__WHAT IS BEING ASKED__. Which lines of the data below contain "casing"? Please show them all.

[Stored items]
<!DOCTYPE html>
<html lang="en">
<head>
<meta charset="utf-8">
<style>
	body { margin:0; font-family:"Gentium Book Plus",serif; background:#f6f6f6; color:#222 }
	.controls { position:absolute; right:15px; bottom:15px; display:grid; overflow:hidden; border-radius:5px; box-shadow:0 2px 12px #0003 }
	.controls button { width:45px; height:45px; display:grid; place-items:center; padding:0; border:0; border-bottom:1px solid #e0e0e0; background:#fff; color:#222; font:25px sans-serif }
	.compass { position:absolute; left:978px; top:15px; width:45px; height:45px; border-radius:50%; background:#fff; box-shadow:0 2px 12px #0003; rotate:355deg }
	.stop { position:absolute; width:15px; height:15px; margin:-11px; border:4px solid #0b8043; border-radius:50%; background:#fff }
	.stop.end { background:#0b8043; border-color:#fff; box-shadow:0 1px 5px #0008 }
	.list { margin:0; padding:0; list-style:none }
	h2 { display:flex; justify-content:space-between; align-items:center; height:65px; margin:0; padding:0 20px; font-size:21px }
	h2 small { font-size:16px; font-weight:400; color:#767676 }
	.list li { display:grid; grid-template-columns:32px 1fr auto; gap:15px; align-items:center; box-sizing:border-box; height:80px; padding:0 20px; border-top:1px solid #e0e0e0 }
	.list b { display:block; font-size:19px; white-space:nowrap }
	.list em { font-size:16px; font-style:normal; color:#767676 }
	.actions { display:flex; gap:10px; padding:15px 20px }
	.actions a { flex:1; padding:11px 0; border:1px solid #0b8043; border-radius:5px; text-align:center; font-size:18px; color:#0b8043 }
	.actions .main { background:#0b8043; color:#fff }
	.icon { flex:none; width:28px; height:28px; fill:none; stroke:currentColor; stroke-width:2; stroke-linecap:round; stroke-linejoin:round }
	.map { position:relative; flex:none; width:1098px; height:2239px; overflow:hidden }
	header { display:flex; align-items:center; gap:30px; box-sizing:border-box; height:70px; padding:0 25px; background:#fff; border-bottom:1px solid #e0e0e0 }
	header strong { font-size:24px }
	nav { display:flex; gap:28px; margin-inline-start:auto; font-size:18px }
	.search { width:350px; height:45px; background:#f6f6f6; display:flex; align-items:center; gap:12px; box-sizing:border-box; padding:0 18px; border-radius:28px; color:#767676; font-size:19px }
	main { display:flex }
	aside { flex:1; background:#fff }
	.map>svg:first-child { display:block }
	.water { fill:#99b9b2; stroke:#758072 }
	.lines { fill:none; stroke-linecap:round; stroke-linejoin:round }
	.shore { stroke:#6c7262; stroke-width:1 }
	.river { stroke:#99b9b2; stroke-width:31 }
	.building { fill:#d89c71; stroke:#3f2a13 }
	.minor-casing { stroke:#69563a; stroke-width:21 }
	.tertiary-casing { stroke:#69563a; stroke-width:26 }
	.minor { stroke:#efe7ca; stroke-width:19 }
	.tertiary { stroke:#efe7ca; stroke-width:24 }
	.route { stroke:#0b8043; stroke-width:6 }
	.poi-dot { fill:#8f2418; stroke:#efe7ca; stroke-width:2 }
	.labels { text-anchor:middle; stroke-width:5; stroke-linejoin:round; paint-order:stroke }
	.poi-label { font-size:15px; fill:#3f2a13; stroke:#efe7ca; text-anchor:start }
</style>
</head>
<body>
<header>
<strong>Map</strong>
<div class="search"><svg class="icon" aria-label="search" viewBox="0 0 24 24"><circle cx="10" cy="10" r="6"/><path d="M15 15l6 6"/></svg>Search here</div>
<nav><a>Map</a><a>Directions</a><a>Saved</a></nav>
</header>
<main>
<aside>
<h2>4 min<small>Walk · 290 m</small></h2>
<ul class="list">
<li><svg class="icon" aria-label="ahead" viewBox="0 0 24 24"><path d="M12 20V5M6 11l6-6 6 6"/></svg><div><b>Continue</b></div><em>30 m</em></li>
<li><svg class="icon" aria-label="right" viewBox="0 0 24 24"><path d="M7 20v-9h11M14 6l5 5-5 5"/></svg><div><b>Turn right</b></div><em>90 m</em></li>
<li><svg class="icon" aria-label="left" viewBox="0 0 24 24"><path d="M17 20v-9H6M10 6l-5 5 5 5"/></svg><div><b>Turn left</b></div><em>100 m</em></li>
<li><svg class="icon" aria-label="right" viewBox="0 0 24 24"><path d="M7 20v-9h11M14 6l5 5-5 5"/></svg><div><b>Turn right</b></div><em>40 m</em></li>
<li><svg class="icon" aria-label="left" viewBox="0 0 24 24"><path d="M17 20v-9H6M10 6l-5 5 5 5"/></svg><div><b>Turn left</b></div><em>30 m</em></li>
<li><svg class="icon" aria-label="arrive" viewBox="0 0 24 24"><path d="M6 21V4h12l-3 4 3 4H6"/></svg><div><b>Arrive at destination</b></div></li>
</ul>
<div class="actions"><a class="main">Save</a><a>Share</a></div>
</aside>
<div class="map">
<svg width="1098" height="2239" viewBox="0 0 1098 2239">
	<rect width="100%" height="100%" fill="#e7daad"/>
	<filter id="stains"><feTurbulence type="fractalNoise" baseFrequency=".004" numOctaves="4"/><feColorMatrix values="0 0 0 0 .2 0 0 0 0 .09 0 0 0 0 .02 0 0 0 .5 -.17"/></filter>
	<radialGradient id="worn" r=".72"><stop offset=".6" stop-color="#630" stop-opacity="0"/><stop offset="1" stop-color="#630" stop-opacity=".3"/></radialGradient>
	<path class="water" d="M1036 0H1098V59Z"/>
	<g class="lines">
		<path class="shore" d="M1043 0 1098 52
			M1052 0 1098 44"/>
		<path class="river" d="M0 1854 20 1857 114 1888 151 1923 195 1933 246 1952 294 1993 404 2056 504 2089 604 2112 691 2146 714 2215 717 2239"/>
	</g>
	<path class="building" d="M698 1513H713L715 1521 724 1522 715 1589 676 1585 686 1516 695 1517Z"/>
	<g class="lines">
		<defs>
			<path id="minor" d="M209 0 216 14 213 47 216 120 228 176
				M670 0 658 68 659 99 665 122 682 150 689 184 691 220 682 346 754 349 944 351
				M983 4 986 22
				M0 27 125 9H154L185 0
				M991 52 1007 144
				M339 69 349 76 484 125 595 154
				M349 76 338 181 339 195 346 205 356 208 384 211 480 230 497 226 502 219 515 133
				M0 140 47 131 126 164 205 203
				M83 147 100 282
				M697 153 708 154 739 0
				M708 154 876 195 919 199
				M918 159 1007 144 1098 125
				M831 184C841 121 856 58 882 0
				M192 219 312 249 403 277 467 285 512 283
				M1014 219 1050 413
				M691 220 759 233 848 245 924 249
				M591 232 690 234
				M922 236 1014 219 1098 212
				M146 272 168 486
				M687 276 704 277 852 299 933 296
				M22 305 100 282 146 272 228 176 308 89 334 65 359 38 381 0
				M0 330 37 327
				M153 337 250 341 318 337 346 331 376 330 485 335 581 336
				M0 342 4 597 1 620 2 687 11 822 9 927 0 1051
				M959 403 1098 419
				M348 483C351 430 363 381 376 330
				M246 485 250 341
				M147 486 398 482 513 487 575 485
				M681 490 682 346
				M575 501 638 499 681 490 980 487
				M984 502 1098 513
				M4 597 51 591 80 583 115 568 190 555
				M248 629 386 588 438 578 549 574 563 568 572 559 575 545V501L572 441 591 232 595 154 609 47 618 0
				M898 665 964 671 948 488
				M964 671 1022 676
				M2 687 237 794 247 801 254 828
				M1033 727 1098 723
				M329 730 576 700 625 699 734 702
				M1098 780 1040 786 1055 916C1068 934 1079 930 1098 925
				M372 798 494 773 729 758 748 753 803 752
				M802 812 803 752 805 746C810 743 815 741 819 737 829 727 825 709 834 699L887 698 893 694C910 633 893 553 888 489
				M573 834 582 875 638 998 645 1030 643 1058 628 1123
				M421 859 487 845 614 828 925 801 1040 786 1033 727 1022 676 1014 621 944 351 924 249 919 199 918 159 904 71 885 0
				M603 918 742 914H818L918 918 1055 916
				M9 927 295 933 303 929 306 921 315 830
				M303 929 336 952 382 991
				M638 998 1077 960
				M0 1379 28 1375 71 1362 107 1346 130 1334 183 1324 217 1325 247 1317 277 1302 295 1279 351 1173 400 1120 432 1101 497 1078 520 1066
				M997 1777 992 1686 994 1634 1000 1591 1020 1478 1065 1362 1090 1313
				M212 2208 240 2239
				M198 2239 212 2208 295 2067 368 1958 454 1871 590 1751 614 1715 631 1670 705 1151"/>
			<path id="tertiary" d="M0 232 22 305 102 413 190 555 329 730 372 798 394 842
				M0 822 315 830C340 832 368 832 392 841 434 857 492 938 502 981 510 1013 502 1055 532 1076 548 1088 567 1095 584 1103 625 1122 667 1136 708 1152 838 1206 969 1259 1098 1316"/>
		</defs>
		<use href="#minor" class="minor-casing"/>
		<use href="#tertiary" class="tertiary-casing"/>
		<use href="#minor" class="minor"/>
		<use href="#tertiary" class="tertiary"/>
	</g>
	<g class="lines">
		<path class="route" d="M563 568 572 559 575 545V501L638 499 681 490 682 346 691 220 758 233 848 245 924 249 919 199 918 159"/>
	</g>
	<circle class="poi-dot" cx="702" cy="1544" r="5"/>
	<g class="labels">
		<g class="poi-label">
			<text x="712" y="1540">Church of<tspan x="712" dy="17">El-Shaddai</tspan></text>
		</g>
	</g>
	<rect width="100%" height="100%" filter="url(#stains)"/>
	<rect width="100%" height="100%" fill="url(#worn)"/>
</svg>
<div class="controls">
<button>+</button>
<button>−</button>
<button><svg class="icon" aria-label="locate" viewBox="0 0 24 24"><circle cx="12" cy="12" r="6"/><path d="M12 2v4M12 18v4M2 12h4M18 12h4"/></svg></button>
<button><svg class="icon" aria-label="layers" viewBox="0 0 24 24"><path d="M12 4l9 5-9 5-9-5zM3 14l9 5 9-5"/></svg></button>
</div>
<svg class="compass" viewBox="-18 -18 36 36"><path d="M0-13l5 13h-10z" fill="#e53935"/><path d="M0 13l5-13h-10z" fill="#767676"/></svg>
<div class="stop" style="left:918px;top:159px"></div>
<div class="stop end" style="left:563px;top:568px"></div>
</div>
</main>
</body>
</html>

__TASK ANSWER__.
	.minor-casing { stroke:#69563a; stroke-width:21 }
	.tertiary-casing { stroke:#69563a; stroke-width:26 }
		<use href="#minor" class="minor-casing"/>
		<use href="#tertiary" class="tertiary-casing"/>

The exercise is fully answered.